O que resta da nossa paciência histórica deve ser direcionado a esta solidariedade, empoderamento mútuo e valorização da pessoa, criando as condições para a individual e intransferível busca pelo conhecimento – inicialmente de dentro para fora e depois em ambos os fluxos. E a cada descoberta cresce a luta pelos direitos sociais negados, inexistentes ou corrompidos. O feminismo torna-se uma necessidade – e todas as mulheres serão feministas, é apenas uma questão de tempo.

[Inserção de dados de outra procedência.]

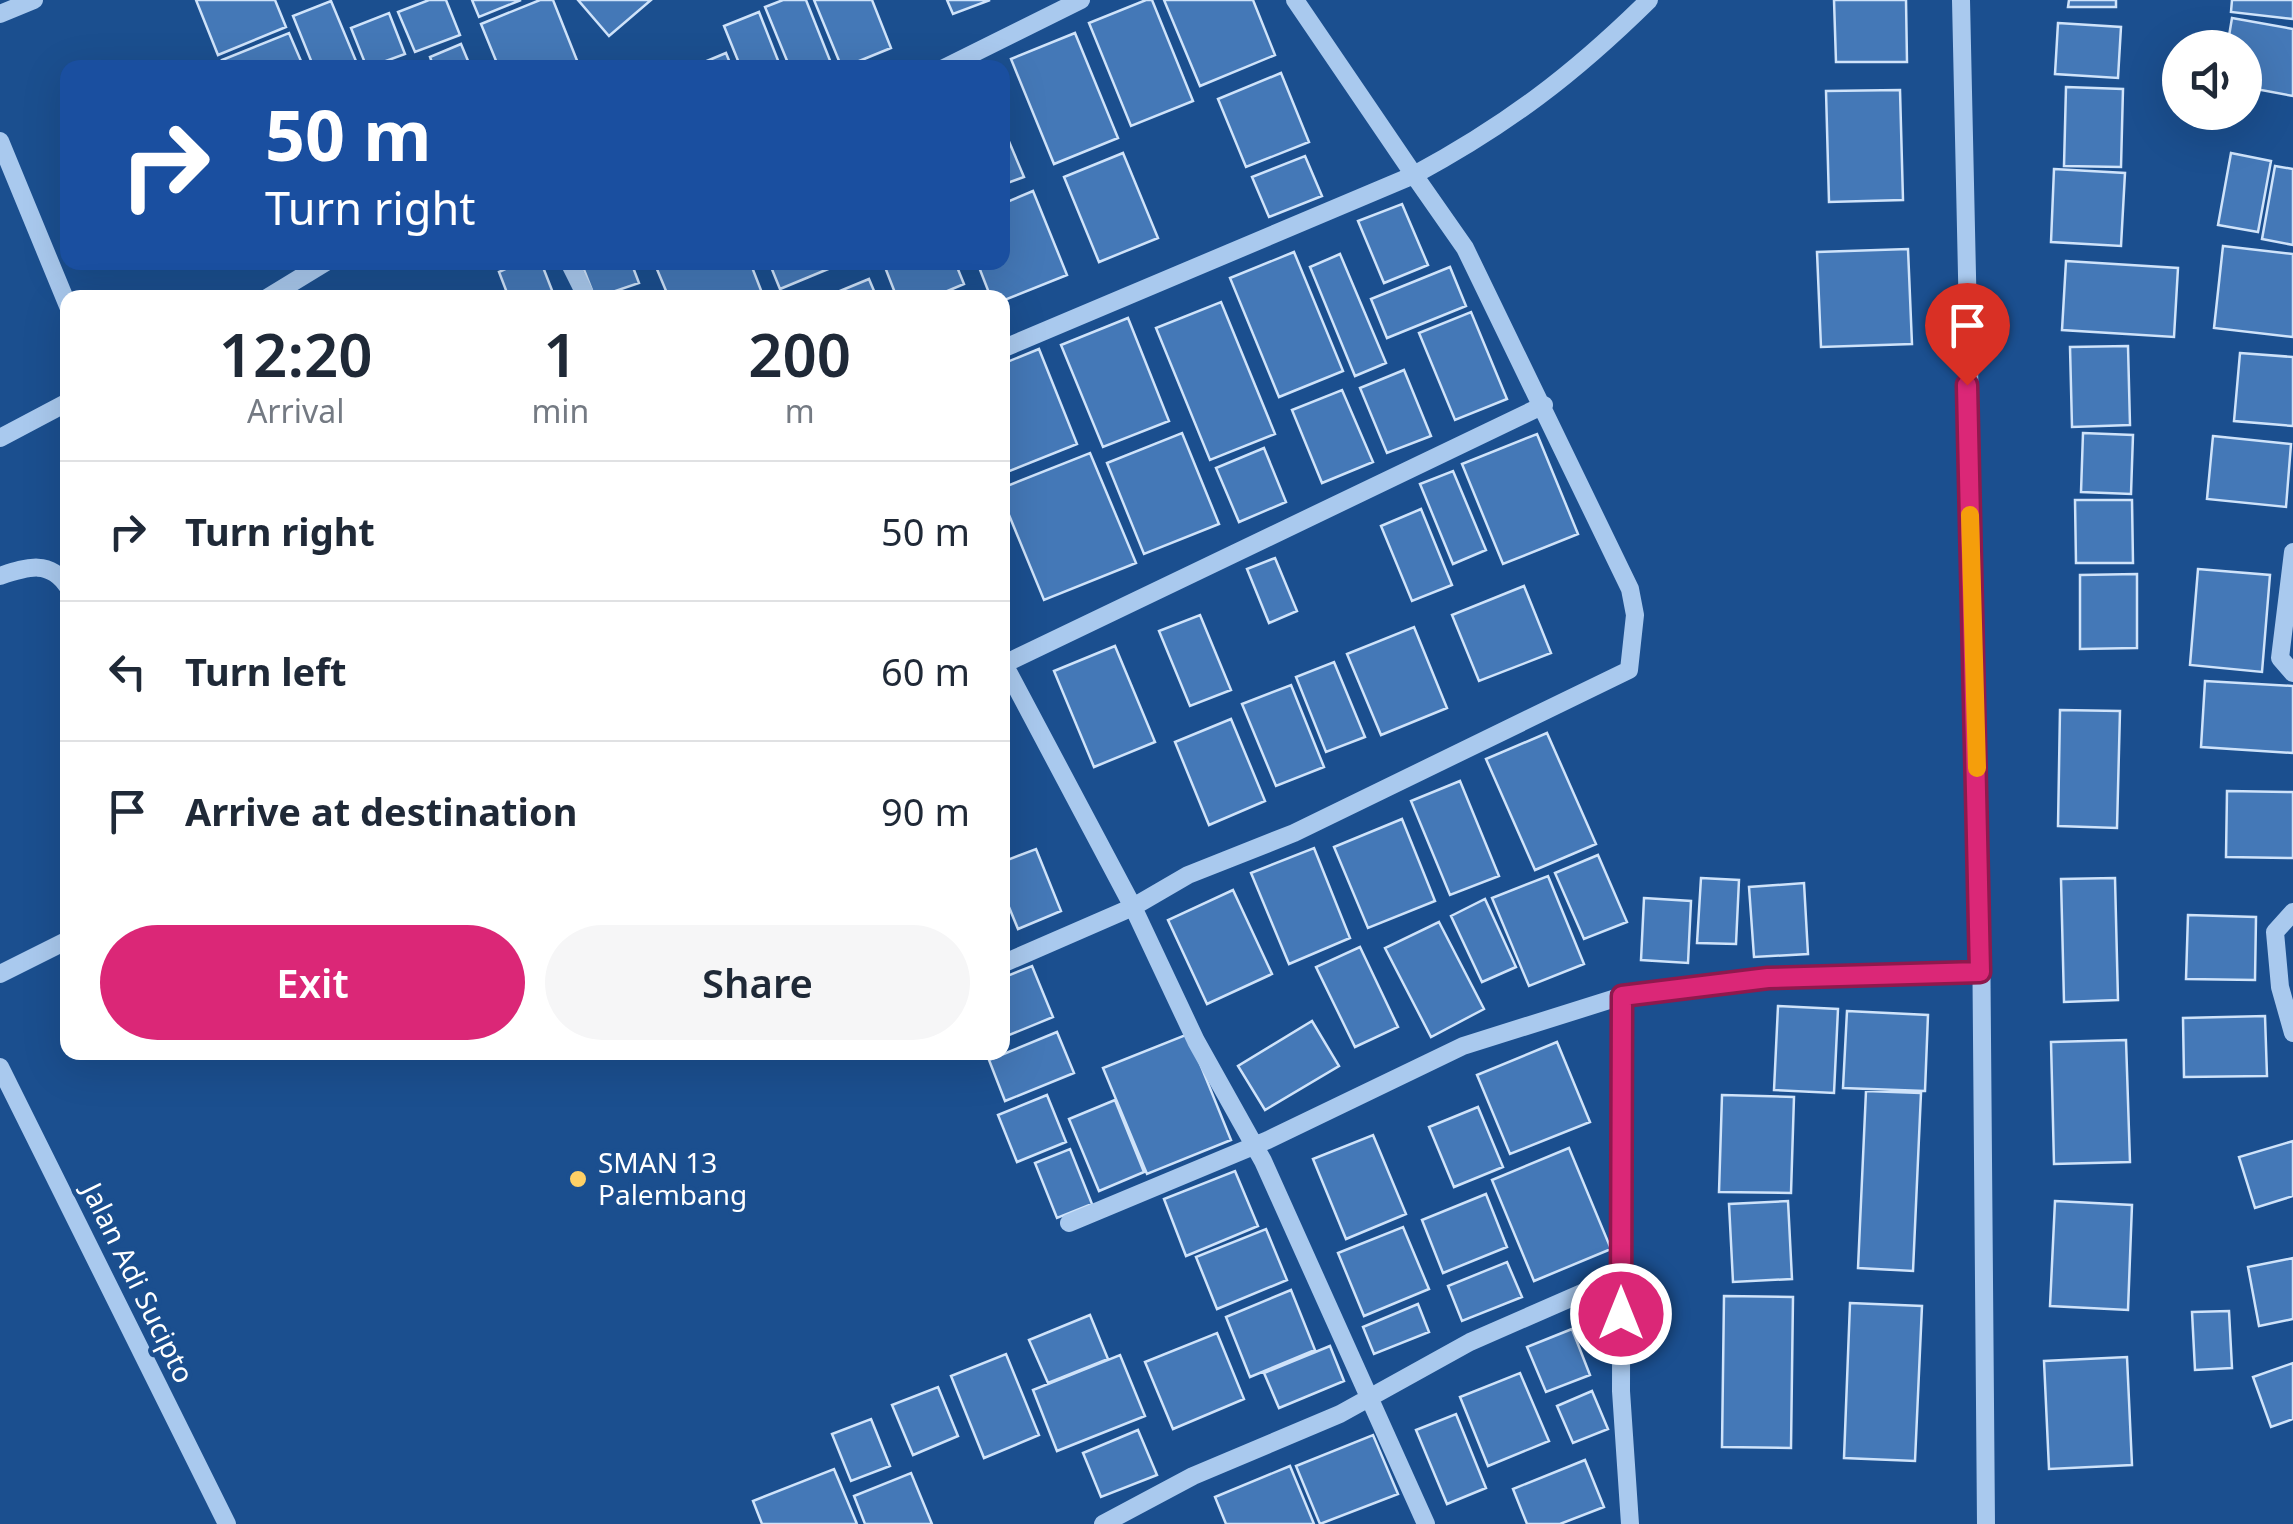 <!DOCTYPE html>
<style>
body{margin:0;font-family:"Noto Sans",sans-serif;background:#f6f6f7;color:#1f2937;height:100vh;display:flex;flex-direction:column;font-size:38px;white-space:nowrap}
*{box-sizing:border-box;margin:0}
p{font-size:32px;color:#747a83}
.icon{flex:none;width:55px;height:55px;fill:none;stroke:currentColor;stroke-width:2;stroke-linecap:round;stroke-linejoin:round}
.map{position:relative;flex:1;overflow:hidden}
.panel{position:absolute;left:60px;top:290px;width:950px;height:770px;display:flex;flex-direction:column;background:#fff;border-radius:20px;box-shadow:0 10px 40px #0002}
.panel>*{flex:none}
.banner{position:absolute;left:60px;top:60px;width:950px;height:210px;border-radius:20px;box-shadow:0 10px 40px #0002;background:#1a4fa0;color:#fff;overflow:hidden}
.tools{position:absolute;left:2162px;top:30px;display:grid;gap:20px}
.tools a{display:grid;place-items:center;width:100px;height:100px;border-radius:50%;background:#fff;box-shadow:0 10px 40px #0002;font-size:50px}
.pin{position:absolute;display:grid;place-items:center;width:85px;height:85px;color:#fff;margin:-102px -42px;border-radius:50% 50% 50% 0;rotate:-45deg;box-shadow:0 0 10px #0007}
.pin .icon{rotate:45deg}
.me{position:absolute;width:110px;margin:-55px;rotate:0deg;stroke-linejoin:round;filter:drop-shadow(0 0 8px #0008)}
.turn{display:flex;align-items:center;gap:35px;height:210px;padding:0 40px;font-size:45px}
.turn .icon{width:130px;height:130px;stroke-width:2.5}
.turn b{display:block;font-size:70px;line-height:85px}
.eta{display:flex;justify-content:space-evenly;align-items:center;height:170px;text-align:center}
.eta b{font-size:60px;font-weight:600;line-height:70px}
.action{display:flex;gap:20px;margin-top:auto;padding:20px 40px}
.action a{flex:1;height:115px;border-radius:60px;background:#db2777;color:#fff;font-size:40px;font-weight:600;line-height:115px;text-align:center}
.action a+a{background:#f6f6f7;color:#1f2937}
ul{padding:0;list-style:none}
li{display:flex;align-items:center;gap:30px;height:140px;padding:0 40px;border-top:2px solid #e0e1e3}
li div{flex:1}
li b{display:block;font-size:38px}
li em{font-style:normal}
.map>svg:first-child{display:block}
</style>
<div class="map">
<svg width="2293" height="1524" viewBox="0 0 2293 1524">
<rect width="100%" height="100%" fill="#1b4f8f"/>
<!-- building -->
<path fill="#4478b7" stroke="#cfe3fa" stroke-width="2.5" d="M 196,0 L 275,0 L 286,27 L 218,55 Z
M 429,0 L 446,0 L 460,35 L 415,52 L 398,12 Z
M 472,0 L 521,0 L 479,17 Z
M 540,0 L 553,0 L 580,68 L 499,68 L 481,24 Z
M 578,0 L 651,0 L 609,36 Z
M 783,0 L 806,0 L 833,68 L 790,68 L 765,7 Z
M 814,0 L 872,0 L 891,48 L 842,68 Z
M 947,0 L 990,0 L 953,14 Z
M 1146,0 L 1152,0 L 1193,101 L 1131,126 L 1089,23 Z
M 1164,0 L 1253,0 L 1275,55 L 1200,86 Z
M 1834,0 L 1906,0 L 1907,62 L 1836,62 Z
M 2069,0 L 2116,0 L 2116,7 L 2068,7 Z
M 2232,0 L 2293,0 L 2293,19 L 2231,12 Z
M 331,1 L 356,61 L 340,68 L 314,68 L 293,16 Z
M 759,12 L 781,68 L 741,68 L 724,26 Z
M 389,13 L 405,54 L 367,68 L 351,28 Z
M 2232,18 L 2293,29 L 2293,96 L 2245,87 L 2245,48 L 2227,48 Z
M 2058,23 L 2121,27 L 2118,78 L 2055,74 Z
M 289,33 L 304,68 L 225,68 L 222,60 Z
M 1075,33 L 1118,138 L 1054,164 L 1011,59 Z
M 461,44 L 471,68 L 434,68 L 430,57 Z
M 726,53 L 732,68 L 690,68 Z
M 1281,73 L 1309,142 L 1246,167 L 1218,99 Z
M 2066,87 L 2123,89 L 2121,167 L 2064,166 Z
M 1900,90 L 1903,200 L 1829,202 L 1826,91 Z
M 1002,125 L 1024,177 L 1002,185 Z
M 1123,153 L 1158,238 L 1099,262 L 1064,177 Z
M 2231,153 L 2271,161 L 2258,232 L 2218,225 Z
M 1305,156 L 1322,196 L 1269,217 L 1252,177 Z
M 2275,166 L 2293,169 L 2293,245 L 2262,239 Z
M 2054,169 L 2125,173 L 2121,246 L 2051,242 Z
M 1033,191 L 1067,275 L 1002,301 L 991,298 L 977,262 L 1002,262 L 1002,204 Z
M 1402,204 L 1428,265 L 1384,283 L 1358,221 Z
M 2223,246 L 2293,254 L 2293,337 L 2214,328 Z
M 1908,249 L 1912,344 L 1821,347 L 1817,252 Z
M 1294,252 L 1343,371 L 1279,397 L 1230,278 Z
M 1340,254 L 1386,363 L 1355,376 L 1310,267 Z
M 2066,261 L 2178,268 L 2174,337 L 2062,330 Z
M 521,262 L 541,262 L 555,298 L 509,298 L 499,272 Z
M 581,262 L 631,262 L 639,283 L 595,298 Z
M 654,262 L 750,262 L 764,298 L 669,298 Z
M 769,262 L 845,262 L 780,289 Z
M 883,262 L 955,262 L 964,284 L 931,298 L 897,298 Z
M 1450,267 L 1466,306 L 1387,338 L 1371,299 Z
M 869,279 L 877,298 L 823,298 Z
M 1221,302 L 1275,434 L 1210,460 L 1156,328 Z
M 1471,312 L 1507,399 L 1455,420 L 1419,333 Z
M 1128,318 L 1169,421 L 1103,447 L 1061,345 Z
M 2128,346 L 2130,425 L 2072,427 L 2070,347 Z
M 1039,349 L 1077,444 L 1002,474 L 1002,364 Z
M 2240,353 L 2293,357 L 2293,426 L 2234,421 Z
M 1404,370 L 1431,436 L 1387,453 L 1360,388 Z
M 1342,390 L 1373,462 L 1322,483 L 1292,410 Z
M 1182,433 L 1219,524 L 1144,554 L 1107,463 Z
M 2083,433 L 2133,435 L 2131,494 L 2081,492 Z
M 1537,434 L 1578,534 L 1503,564 L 1462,464 Z
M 2213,436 L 2291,444 L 2286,507 L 2207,499 Z
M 1264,448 L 1286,502 L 1239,522 L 1216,468 Z
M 1090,453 L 1136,563 L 1044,600 L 1002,498 L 1002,488 Z
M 1453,471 L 1486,550 L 1453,564 L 1420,484 Z
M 2075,500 L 2132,500 L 2133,563 L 2076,563 Z
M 1421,509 L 1452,585 L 1412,601 L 1381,526 Z
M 1275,558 L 1297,611 L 1269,623 L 1247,569 Z
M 2198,569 L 2270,575 L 2262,672 L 2190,665 Z
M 2137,574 L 2137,648 L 2080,649 L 2080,575 Z
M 1524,586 L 1551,653 L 1479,681 L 1452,615 Z
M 1200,615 L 1231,690 L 1190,706 L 1159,631 Z
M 1414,627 L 1447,708 L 1381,735 L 1347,654 Z
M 1115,646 L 1155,742 L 1094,767 L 1054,671 Z
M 1334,662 L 1365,737 L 1326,752 L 1296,677 Z
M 2205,681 L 2293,686 L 2293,753 L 2201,747 Z
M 1291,685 L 1324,767 L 1276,786 L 1242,704 Z
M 2060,710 L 2120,711 L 2117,828 L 2058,826 Z
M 1231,719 L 1265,801 L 1209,825 L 1175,742 Z
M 1547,733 L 1596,844 L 1535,870 L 1486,759 Z
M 1460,781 L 1499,876 L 1450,895 L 1411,801 Z
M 2227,791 L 2293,792 L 2293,858 L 2226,857 Z
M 1402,819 L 1435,901 L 1368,928 L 1334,847 Z
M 1314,848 L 1350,938 L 1289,964 L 1251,873 Z
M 1036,849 L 1061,911 L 1018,929 L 1002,890 L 1002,862 Z
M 1598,855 L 1627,922 L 1584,939 L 1555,873 Z
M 1548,876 L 1584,964 L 1529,986 L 1492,898 Z
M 1701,878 L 1739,880 L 1736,944 L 1697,943 Z
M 2115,878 L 2118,1000 L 2064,1002 L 2061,879 Z
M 1804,883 L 1808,954 L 1754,957 L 1749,887 Z
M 1233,890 L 1272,974 L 1207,1004 L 1168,920 Z
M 1644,898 L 1691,901 L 1688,963 L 1641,960 Z
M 1485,899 L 1516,967 L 1482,982 L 1451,916 Z
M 2188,915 L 2256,917 L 2255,980 L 2186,979 Z
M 1439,922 L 1484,1009 L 1431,1037 L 1385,948 Z
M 1360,947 L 1398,1027 L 1355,1047 L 1316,967 Z
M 1032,966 L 1053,1017 L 1002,1038 L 1002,978 Z
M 1778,1006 L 1838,1009 L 1834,1093 L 1774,1090 Z
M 1847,1011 L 1928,1015 L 1925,1091 L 1843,1088 Z
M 2265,1016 L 2267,1076 L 2184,1077 L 2183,1018 Z
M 1312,1021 L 1339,1066 L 1265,1110 L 1238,1066 Z
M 1057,1032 L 1074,1073 L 1005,1101 L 989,1060 Z
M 1188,1034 L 1231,1140 L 1147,1174 L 1103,1068 Z
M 2126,1040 L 2130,1162 L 2054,1164 L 2051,1042 Z
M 1557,1042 L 1590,1122 L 1510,1154 L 1477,1075 Z
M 1866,1091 L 1921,1093 L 1913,1271 L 1858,1268 Z
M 1047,1095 L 1066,1142 L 1017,1162 L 998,1115 Z
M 1722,1095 L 1794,1097 L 1791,1193 L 1719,1192 Z
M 1115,1100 L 1144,1172 L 1099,1191 L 1069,1119 Z
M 1478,1107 L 1503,1167 L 1454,1187 L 1429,1127 Z
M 1373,1135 L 1406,1214 L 1346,1239 L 1313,1159 Z
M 2293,1141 L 2293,1196 L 2255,1208 L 2239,1157 Z
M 1569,1148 L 1611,1249 L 1534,1281 L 1492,1180 Z
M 1070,1149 L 1092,1204 L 1057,1218 L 1035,1163 Z
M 1235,1171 L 1258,1226 L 1186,1256 L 1164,1199 Z
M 1486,1194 L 1507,1247 L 1443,1273 L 1422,1220 Z
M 1788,1201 L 1792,1279 L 1733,1282 L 1729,1204 Z
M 2055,1201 L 2132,1205 L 2128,1310 L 2050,1306 Z
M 1403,1227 L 1429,1289 L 1364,1316 L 1338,1253 Z
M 1266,1229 L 1287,1280 L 1217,1309 L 1196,1257 Z
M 2293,1258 L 2293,1319 L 2259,1326 L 2248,1267 Z
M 1507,1262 L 1522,1297 L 1462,1321 L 1448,1286 Z
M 1291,1290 L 1315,1350 L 1250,1377 L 1226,1317 Z
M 1724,1296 L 1793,1297 L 1791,1448 L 1722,1447 Z
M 1850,1303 L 1922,1306 L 1915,1461 L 1844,1458 Z
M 1418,1304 L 1429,1332 L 1374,1354 L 1363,1327 Z
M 2229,1311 L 2232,1368 L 2195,1370 L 2192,1312 Z
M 1090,1315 L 1108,1359 L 1048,1383 L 1029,1340 Z
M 1572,1329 L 1590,1375 L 1546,1392 L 1527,1347 Z
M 1217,1333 L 1244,1399 L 1173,1429 L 1145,1362 Z
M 1330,1346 L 1344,1381 L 1279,1408 L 1264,1373 Z
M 1006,1354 L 1039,1435 L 984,1458 L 951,1376 Z
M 1120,1355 L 1145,1416 L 1057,1451 L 1033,1390 Z
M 2127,1357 L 2132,1465 L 2049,1469 L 2044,1361 Z
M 2293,1363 L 2293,1419 L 2271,1427 L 2253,1377 Z
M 1520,1373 L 1549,1441 L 1488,1466 L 1460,1397 Z
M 938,1387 L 958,1436 L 913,1455 L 892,1405 Z
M 1592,1391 L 1608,1429 L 1573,1443 L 1557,1406 Z
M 1456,1414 L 1486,1488 L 1447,1504 L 1416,1430 Z
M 871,1419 L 890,1466 L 851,1481 L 832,1434 Z
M 1138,1430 L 1157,1475 L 1101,1497 L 1083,1453 Z
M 1373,1435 L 1398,1494 L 1320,1524 L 1296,1466 Z
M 1585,1460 L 1604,1507 L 1560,1524 L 1527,1524 L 1513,1489 Z
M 1290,1466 L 1314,1524 L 1226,1524 L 1215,1497 Z
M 834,1469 L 857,1524 L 762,1524 L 753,1501 Z
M 911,1473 L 932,1524 L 865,1524 L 854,1496 Z"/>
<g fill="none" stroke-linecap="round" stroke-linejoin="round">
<!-- minor -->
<path stroke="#a9c9ee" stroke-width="18" d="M 1961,0 L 1981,917 L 1986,1524
M 0,14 L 34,0
M 944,68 L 1081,0
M 0,141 L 68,306
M 569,262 L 587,298
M 267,298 L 326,262
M 1002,349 L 1414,175 L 1295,0
M 0,438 L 68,402
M 2293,552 L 2280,658 L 2293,673
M 0,576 C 27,567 50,559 68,587
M 1004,664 L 1133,907 L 1196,1041 L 1263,1161 L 1426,1524
M 1002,665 L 1544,405
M 2293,912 L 2275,932 L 2280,987 L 2293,1033
M 1002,964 L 1133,907 L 1188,875 L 1294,833 L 1629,670 L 1635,615 L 1630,589 L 1465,248 L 1414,175 C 1507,125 1574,74 1649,0
M 0,974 L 68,940
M 0,1067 L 227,1524
M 1069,1223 L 1268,1140 L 1463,1046 L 1622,996
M 1103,1524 L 1193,1476 L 1340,1414 L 1470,1342 L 1621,1276
M 1630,1524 L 1621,1391 L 1622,996 L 1768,979 L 1980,972"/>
</g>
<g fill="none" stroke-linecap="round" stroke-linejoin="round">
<defs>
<path id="route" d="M 1621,1314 L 1622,996 L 1768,978 L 1980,972 L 1967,385"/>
</defs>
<!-- route casing -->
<use href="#route" stroke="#8e194d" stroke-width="25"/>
<!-- route -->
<use href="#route" stroke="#db2777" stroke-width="18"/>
<!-- slow -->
<path stroke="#f59e0b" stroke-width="18" d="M 1970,515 L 1977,768"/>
</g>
<!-- markers -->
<circle fill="#ffd166" stroke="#1b4f8f" stroke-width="4" cx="578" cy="1179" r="10"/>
<g text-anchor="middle" stroke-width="9" stroke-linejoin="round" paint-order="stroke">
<!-- poi labels -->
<g font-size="28" fill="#fff" stroke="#1b4f8f" text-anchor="start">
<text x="598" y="1173">SMAN 13<tspan x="598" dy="32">Palembang</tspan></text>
</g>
<!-- street labels -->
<g font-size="28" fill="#fff" stroke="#1b4f8f">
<text transform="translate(138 1283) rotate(64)" y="10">Jalan Adi Sucipto</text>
</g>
</g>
</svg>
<div class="tools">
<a><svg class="icon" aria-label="sound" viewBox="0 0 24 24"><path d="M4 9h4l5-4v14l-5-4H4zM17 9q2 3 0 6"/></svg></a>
</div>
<div class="pin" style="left:1967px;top:385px;background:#d93025"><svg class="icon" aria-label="arrive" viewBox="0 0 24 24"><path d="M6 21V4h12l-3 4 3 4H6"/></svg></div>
<svg class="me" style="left:1621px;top:1314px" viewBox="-20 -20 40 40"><circle r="17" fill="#db2777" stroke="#fff" stroke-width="3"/><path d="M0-11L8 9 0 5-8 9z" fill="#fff"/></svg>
<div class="banner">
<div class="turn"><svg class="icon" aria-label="right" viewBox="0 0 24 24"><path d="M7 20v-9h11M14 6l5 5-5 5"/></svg><div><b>50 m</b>Turn right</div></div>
</div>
<section class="panel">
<div class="eta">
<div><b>12:20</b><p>Arrival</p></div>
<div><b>1</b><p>min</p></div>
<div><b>200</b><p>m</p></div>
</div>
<ul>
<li><svg class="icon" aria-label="right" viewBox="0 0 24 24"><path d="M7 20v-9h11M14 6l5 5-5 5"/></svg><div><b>Turn right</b></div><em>50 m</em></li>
<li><svg class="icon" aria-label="left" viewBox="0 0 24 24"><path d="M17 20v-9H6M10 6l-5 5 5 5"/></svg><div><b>Turn left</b></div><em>60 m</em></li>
<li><svg class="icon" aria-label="arrive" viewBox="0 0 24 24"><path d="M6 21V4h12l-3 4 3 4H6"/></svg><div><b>Arrive at destination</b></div><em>90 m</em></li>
</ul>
<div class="action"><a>Exit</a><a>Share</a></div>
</section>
</div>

Algumas entenderam ainda crianças – quanto mais dura a vida, mais cedo a tapa na cara abre os olhos. Outras estão juntando as letras, ou já lêem com fluência, cada uma a seu tempo. E, como processo, o feminismo não se encerra no letramento, ele se amplia, se discute, se fortalece. Não existe mais/menos feminista, nem há exatamente uma ‘linha de chegada’, muito menos um caminho único na estrada. Há um borbulhar de forças genuínas, e por isso mesmo até difusas, em busca de uma sociedade verdadeiramente democrática. E vamos a ela por mar, por terra, e pelo ar. O feminismo é a revolução.
Juliana Romão é jornalista, mestra em comunicação pela Universidade de Brasília (UnB), professora de Jornalismo na Uninassau (PE) e repórter da revista de educação Pátio. Pesquisa a perspectiva de gênero presente no discurso jornalístico.